The patient was treated with intravenous immunoglobulin (0.4 mg/kg/24 h) for 5 days (12–16 April) and gabapentin (900 mg/24 h), showing a progressive improvement in facial and limb paresis, diplopia and pain. She is still receiving neurological rehabilitation. She was diagnosed with MFS after SARS‐CoV‐2 infection.

No ethics committee approval was required as there is no identifiable patient data. The patient gave her express consent for the publication of this article.

Discussion

Guillain‐Barré syndrome (GBS) is a group of pathologies that are clinically characterized by flaccid paralysis of the extremities and sensory and autonomic disorders of an autoimmune nature, usually 3–6 days after an infectious process. When ophthalmoparesis is associated with predominantly lower‐limb involvement, it is called MFS. The physiopathological mechanism is based on molecular mimicry and anti‐ganglioside antibodies (anti‐GQ1B in the case of MFS) in people who are genetically predisposed after a bacterial or viral infectious process [6]. We know that human coronaviruses have neuroinvasive capacity, present neurotropism and can induce GBS‐type dysimmune phenomena in certain patients [7] as previously seen in the Middle East respiratory syndrome coronavirus epidemic [8]. SARS‐CoV‐2 also presents this capacity to affect the nervous system, either directly (neuroinvasive capacity) or indirectly by an inflammatory mechanism [4].

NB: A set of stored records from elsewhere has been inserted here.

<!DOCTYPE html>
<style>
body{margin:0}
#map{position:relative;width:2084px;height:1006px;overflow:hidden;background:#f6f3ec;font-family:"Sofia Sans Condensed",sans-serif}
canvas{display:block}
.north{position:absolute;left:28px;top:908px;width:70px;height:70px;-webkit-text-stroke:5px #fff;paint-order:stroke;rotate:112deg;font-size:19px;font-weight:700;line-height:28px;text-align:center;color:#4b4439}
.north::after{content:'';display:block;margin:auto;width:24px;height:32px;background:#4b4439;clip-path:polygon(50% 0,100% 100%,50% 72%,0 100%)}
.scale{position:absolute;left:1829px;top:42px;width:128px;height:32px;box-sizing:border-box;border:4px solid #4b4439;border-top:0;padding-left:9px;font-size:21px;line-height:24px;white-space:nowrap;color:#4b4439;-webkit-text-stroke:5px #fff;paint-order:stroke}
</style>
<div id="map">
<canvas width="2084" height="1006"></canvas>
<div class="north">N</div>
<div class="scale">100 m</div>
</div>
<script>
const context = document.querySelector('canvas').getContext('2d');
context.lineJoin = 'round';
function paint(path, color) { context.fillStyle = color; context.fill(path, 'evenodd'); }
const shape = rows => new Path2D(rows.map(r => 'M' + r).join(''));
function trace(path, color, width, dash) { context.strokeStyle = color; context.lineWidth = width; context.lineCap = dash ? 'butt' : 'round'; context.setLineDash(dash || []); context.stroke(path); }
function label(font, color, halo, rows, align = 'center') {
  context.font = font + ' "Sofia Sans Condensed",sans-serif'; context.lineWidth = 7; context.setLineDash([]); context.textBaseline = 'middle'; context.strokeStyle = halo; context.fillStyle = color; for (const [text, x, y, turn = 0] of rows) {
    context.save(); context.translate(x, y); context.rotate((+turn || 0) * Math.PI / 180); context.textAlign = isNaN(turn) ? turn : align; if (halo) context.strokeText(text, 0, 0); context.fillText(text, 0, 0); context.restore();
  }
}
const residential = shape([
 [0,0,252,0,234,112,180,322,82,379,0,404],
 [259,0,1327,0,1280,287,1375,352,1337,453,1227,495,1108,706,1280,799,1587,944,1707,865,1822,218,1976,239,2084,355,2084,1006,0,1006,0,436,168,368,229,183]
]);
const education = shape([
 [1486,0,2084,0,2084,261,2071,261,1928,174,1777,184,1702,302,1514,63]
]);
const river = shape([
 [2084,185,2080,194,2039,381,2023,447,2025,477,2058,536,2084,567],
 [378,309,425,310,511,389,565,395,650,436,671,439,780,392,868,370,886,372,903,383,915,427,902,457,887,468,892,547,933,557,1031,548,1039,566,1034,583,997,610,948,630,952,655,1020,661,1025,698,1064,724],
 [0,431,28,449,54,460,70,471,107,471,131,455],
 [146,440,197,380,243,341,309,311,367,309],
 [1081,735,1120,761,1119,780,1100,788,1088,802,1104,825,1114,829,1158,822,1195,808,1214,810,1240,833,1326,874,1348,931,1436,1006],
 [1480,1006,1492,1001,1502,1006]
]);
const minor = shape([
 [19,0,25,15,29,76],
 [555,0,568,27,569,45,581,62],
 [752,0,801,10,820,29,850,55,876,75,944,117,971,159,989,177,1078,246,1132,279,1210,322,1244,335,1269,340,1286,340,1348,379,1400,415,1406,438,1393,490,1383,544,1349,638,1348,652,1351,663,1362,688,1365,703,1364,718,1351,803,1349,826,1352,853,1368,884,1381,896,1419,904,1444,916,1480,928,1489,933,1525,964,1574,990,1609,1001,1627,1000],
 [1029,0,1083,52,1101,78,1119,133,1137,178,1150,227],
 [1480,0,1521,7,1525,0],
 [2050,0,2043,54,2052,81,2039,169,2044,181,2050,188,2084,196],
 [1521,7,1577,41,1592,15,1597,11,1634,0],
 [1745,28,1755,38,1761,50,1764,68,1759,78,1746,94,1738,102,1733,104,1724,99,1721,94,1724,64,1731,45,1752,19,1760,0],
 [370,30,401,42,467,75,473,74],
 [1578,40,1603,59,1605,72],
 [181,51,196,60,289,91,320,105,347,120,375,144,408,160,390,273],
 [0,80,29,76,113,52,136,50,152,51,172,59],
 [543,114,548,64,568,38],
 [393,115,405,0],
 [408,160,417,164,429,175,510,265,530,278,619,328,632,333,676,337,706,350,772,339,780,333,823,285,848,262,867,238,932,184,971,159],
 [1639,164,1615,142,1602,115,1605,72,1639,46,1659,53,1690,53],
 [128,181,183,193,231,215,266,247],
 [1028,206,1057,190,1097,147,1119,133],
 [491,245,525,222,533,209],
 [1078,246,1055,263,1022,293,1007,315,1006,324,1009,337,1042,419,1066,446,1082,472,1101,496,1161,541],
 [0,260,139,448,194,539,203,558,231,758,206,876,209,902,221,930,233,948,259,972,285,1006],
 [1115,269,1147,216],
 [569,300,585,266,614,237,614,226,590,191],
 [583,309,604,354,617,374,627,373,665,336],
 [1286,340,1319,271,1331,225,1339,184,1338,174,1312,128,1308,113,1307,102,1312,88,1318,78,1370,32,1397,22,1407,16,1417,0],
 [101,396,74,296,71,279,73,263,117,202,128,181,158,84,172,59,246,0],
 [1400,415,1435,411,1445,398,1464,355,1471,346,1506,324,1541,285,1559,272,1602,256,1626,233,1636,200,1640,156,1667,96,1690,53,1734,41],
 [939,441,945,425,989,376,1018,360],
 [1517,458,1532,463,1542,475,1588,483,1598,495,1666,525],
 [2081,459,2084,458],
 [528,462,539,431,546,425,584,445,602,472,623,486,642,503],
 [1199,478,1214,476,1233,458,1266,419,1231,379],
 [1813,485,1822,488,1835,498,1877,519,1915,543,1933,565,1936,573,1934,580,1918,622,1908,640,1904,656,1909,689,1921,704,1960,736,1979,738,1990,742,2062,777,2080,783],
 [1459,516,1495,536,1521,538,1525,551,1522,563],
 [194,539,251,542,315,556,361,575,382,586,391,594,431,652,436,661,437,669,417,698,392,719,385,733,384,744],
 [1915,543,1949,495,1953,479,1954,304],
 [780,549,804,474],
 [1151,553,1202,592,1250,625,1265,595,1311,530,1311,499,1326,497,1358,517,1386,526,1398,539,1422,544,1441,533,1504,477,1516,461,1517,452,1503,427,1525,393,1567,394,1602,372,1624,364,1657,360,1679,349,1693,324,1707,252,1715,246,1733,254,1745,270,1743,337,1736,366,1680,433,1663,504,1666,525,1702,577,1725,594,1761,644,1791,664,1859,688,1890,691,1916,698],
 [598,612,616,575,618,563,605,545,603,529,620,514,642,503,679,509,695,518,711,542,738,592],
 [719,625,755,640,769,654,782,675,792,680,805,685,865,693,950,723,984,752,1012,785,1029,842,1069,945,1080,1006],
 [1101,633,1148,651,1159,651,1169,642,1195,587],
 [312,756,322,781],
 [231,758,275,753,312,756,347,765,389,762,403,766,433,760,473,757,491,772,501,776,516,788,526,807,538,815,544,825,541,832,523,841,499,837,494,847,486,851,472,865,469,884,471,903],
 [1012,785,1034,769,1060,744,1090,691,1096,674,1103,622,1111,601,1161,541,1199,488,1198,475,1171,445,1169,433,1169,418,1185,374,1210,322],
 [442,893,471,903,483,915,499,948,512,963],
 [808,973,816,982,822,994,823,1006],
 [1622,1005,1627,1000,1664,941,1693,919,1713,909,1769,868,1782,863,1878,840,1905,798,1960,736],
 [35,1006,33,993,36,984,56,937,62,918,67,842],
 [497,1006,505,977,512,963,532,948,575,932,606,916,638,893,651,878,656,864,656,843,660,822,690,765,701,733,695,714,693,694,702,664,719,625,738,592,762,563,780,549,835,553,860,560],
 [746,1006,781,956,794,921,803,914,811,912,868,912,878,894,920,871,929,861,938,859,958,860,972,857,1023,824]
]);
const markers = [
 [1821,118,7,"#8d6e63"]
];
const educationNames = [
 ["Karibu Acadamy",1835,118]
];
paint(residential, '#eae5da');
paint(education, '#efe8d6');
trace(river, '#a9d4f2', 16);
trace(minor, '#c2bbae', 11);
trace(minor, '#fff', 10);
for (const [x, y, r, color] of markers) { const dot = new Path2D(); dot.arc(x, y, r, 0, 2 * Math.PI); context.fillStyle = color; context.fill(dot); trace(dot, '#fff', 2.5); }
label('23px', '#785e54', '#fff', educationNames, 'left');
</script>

The clinical picture of our patient was compatible with MFS, known anti‐GQ1b syndrome, although the antibody study was negative. To date, 11 cases of GBS after COVID‐19 have been published [9, 10, 11, 12, 13, 14, 15, 16]. Most of the cases were mild or moderate with typical signs and symptoms. All were treated with intravenous immunoglobulin with good response in most cases, although some required mechanical ventilation and intensive care unit management. Our case fits most of the cases documented to date. The absence of anti‐ganglioside antibodies in all cases determined is remarkable. Although it is still early, this could indicate that the molecular mimicry phenomenon by which SARS‐CoV‐2 precipitates GBS could be different to that of other bacteria, such as Campylobacter jejuni, Mycoplasma, etc. Recently, two cases of MFS and cranial polyneuropathy have been described after COVID‐19 [16], which presented anti‐GD1b‐immunoglobulin G antibodies, with good response to treatment with immunoglobulins.

During the evaluation, we conducted an interview where the patient was asked directly about the presence of ageusia or anosmia and she denied the presence of such symptoms. In the articles reviewed, the presence of anosmia and/or ageusia was only present in one case of GBS [11] and in the two patients with MFS [5]. According to the studies, up to 85.6% of patients reported dysosmia or anosmia and up to 88% presented taste alterations [4].

As far as we know, our case would be the third patient with MFS associated with COVID‐19. Despite the short evolution time of the cases surviving the current pandemic, the description of cases of post‐infectious neurological syndromes suggests that this is probably not an infrequent complication in the subacute stage of COVID‐19 disease. It will be necessary to be attentive to their possible appearance after the hospital discharge of the patients.

Disclosure of conflicts of interest

The authors declare no financial or other conflicts of interest.